> **TASK REQUIREMENTS**: Return the lines below that carry the word "numOctaves".

> **DATA EXTRACTS**:
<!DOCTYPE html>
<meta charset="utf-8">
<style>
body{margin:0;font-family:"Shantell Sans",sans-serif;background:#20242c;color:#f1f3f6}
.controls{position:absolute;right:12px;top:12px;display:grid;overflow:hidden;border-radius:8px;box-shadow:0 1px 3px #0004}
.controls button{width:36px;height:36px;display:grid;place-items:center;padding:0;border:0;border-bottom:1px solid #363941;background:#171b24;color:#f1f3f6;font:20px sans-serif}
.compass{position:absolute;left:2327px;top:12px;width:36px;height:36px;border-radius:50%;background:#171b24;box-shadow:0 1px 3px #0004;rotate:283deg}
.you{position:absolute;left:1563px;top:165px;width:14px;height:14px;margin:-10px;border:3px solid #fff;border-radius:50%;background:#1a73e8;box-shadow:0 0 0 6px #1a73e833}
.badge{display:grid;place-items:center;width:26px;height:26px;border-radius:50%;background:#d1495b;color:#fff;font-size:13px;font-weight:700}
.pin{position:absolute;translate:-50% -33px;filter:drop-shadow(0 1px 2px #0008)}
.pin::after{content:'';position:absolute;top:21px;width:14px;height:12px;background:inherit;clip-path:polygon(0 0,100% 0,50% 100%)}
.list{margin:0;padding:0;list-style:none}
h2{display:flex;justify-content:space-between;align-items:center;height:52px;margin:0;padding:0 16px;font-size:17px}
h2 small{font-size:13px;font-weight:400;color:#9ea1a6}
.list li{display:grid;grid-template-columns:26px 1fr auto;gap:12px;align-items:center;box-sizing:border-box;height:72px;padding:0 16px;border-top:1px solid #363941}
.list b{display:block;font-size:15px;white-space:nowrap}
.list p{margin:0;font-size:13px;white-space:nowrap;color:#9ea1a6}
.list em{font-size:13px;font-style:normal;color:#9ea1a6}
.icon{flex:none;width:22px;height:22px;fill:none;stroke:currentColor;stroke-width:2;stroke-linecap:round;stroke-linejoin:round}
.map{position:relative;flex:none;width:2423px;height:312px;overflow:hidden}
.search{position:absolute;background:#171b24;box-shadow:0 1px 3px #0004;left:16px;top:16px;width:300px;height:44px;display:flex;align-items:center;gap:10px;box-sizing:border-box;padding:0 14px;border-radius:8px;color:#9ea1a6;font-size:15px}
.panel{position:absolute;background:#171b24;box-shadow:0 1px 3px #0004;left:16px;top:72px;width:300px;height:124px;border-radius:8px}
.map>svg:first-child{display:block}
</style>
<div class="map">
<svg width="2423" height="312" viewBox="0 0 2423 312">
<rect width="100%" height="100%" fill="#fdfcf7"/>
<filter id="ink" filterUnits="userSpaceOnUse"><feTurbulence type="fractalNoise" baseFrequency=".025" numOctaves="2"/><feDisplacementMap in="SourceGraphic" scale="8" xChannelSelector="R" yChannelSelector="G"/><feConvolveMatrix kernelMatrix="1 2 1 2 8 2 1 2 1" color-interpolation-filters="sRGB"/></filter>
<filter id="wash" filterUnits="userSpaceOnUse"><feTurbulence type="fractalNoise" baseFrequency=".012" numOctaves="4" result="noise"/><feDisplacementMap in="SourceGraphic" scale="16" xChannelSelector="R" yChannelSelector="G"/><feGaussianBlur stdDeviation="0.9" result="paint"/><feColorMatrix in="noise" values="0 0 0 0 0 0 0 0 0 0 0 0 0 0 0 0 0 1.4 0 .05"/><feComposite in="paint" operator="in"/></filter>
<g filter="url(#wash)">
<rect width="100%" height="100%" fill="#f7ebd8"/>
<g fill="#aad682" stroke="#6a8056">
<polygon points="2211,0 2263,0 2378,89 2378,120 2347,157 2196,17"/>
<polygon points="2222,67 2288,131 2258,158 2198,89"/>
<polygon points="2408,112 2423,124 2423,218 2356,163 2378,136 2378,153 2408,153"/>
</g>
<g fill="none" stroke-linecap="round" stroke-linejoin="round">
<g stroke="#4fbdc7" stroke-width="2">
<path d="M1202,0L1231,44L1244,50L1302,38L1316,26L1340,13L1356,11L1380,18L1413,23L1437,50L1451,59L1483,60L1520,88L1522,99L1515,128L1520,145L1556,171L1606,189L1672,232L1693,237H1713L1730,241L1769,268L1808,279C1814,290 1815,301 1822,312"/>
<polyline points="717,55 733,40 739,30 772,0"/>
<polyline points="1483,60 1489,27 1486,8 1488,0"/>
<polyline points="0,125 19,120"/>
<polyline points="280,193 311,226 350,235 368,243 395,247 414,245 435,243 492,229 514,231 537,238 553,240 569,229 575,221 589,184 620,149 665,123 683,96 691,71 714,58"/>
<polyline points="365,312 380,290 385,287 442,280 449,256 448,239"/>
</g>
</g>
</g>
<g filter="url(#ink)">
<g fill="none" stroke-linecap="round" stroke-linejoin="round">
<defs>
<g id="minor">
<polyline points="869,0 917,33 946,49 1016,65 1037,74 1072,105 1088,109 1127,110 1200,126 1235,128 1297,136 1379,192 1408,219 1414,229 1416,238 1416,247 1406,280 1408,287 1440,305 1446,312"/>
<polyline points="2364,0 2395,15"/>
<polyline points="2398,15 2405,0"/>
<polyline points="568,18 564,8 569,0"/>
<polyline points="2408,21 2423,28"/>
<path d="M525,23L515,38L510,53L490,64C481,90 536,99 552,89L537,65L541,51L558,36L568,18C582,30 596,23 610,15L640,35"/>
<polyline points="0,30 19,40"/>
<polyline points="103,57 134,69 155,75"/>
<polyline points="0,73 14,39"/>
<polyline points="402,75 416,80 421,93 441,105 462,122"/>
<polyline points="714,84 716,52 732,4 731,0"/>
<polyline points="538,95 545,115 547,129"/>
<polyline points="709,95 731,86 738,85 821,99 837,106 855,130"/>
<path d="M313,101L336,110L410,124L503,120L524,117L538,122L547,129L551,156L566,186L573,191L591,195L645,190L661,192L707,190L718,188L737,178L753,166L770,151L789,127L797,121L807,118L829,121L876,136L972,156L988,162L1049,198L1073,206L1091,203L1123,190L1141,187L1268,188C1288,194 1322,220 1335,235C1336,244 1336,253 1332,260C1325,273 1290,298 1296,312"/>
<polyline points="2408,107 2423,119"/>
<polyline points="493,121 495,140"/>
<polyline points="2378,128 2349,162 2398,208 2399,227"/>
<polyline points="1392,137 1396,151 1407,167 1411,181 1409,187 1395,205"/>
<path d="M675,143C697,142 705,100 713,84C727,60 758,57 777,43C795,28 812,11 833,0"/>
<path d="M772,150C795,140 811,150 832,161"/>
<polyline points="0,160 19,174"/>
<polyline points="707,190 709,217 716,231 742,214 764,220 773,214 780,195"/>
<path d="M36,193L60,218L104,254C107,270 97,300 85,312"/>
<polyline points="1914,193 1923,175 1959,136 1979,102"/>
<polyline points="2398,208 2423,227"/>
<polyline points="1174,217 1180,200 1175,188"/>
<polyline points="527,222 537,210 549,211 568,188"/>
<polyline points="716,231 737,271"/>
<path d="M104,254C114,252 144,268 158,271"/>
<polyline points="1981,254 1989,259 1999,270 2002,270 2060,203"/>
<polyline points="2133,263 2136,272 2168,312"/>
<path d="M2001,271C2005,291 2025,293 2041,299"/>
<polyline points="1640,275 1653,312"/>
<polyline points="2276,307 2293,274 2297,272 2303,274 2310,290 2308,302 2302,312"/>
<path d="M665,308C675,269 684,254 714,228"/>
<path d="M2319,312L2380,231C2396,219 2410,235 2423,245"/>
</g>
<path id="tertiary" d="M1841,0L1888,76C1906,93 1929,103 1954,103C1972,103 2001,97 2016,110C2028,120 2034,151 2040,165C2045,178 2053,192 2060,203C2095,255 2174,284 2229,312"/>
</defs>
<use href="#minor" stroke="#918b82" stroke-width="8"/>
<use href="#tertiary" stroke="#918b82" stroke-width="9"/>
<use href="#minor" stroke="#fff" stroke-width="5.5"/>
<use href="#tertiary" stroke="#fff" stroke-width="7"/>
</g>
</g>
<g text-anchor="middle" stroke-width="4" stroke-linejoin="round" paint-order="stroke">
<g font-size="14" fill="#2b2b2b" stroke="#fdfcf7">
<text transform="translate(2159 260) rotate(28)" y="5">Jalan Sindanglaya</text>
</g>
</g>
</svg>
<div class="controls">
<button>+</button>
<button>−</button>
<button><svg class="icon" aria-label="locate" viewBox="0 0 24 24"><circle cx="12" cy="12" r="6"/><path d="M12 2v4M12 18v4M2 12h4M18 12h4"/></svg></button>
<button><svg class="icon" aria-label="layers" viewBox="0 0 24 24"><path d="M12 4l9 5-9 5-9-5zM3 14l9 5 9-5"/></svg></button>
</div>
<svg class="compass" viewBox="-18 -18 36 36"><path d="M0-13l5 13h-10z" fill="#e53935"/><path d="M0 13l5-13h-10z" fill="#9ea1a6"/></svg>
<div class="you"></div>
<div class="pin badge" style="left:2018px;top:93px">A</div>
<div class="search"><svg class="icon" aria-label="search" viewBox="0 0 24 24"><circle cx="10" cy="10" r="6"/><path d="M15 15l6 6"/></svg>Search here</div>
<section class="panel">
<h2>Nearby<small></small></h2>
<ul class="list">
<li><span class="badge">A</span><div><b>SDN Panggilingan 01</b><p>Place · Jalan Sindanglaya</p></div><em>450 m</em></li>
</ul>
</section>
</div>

> **SOLUTION FOR THIS PROBLEM**:
<filter id="ink" filterUnits="userSpaceOnUse"><feTurbulence type="fractalNoise" baseFrequency=".025" numOctaves="2"/><feDisplacementMap in="SourceGraphic" scale="8" xChannelSelector="R" yChannelSelector="G"/><feConvolveMatrix kernelMatrix="1 2 1 2 8 2 1 2 1" color-interpolation-filters="sRGB"/></filter>
<filter id="wash" filterUnits="userSpaceOnUse"><feTurbulence type="fractalNoise" baseFrequency=".012" numOctaves="4" result="noise"/><feDisplacementMap in="SourceGraphic" scale="16" xChannelSelector="R" yChannelSelector="G"/><feGaussianBlur stdDeviation="0.9" result="paint"/><feColorMatrix in="noise" values="0 0 0 0 0 0 0 0 0 0 0 0 0 0 0 0 0 1.4 0 .05"/><feComposite in="paint" operator="in"/></filter>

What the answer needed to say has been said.